Un appel à l’harmonie
Le son est un élément crucial de l’écosystème. C’est le langage que tous les êtres vivants parlent, entendent et ressentent. Il a le pouvoir de nous percer, de nous émouvoir et de nous relier à notre environnement.
Créée par le compositeur canadien R. Murray Schafer, l’écologie acoustique (différente de la bioacoustique qui émerge les études scientifiques des sons créés par les organismes vivants) désigne la relation qui existe entre le son, les êtres vivants et l’écosystème. C’est l’étude de l’influence du paysage sonore sur les caractères physiques d’un paysage et sur le comportement de ses habitants. Schafer a perçu les paysages sonores comme des compositions collaboratives auxquelles nous participons tous et dans lesquelles nous vivons, soulignant ainsi le rôle de l’écoute comme indicateur de l’état d’une communauté, d’un individu et d’un paysage. Par conséquent, en entendant les grincements, les rugissements et les cris qui remplissent le paysage sonore quotidien des villes, on peut déduire un sentiment de détresse présent parmi toutes les couches qui constituent les paysages urbains modernes et insensibles d’aujourd’hui. La voix humaine est la plus forte, nos oreilles n’écoutent plus et notre « musique » est écrasante au point que nous nous cachons derrière des murs pour éviter la cacophonie que nous créons.
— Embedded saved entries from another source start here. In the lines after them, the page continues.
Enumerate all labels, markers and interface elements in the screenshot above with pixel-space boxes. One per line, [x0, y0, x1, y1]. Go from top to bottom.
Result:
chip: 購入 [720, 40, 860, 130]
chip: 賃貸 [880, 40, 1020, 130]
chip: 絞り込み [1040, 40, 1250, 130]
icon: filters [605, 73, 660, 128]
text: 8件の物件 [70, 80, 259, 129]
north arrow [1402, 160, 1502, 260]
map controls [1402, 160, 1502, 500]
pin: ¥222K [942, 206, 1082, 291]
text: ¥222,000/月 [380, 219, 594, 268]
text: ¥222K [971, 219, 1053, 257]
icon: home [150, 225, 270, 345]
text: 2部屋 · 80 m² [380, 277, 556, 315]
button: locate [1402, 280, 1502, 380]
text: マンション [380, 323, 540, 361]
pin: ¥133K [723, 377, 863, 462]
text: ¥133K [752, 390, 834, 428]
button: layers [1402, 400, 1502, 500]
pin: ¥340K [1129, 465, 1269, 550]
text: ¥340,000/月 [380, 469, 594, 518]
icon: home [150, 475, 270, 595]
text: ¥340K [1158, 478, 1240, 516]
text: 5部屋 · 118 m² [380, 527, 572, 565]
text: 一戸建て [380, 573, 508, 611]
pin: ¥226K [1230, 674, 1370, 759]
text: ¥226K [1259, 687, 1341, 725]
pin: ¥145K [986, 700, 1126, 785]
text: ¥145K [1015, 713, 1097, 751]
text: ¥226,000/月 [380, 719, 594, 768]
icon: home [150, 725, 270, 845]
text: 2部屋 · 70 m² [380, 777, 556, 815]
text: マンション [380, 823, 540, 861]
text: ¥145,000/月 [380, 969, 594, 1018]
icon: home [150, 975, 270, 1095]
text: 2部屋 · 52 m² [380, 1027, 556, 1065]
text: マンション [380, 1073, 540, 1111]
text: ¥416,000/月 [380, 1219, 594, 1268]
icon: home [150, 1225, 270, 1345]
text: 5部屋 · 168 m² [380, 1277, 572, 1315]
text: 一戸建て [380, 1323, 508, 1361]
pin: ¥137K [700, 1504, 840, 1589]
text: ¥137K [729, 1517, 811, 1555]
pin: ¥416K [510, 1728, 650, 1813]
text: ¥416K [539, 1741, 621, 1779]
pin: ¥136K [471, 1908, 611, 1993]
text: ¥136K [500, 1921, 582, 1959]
La pollution sonore se présente alors comme symptôme de la vie moderne, un symptôme longtemps ignoré malgré les effets nocifs sur le bien-être de tous les habitants des villes, qu’ils soient humains ou non. Les études de Bruitparif sur la pollution sonore dans l’agglomération parisienne expose l’impact du bruit sur la santé des franciliens et souligne que le bruit constitue un problème sérieux à la santé publique, physique et psychologique. On se trouve face à un déséquilibre acoustique où les sons mécaniques prennent le dessus sur tous les autres sons, auquel toutes les espèces sont obligées de s’adapter.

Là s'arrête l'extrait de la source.